━━━━━ Records shown
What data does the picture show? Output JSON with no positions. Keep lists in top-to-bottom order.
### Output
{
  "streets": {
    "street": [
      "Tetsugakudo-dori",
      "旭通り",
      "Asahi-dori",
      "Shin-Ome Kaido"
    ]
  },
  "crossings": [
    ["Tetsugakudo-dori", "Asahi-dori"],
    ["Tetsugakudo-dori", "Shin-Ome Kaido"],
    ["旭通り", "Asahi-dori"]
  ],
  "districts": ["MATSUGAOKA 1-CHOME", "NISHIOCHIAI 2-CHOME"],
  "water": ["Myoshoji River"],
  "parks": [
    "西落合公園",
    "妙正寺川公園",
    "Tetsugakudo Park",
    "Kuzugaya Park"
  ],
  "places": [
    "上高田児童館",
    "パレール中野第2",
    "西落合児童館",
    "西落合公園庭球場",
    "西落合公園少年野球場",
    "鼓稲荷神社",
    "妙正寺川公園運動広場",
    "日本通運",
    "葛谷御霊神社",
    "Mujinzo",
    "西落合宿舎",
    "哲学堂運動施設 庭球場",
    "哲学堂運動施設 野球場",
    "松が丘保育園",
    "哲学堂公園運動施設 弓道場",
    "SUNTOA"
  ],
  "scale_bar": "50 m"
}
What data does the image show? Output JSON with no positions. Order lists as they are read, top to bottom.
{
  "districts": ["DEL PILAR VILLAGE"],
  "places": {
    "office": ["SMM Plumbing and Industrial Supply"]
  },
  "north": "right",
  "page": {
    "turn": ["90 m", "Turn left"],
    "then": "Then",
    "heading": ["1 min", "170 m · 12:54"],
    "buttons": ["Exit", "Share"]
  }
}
━━━━━━━━━━
What you need to do: A single number is expected: how many lines in the entries contain "Kaido".

Result of the exercise: 2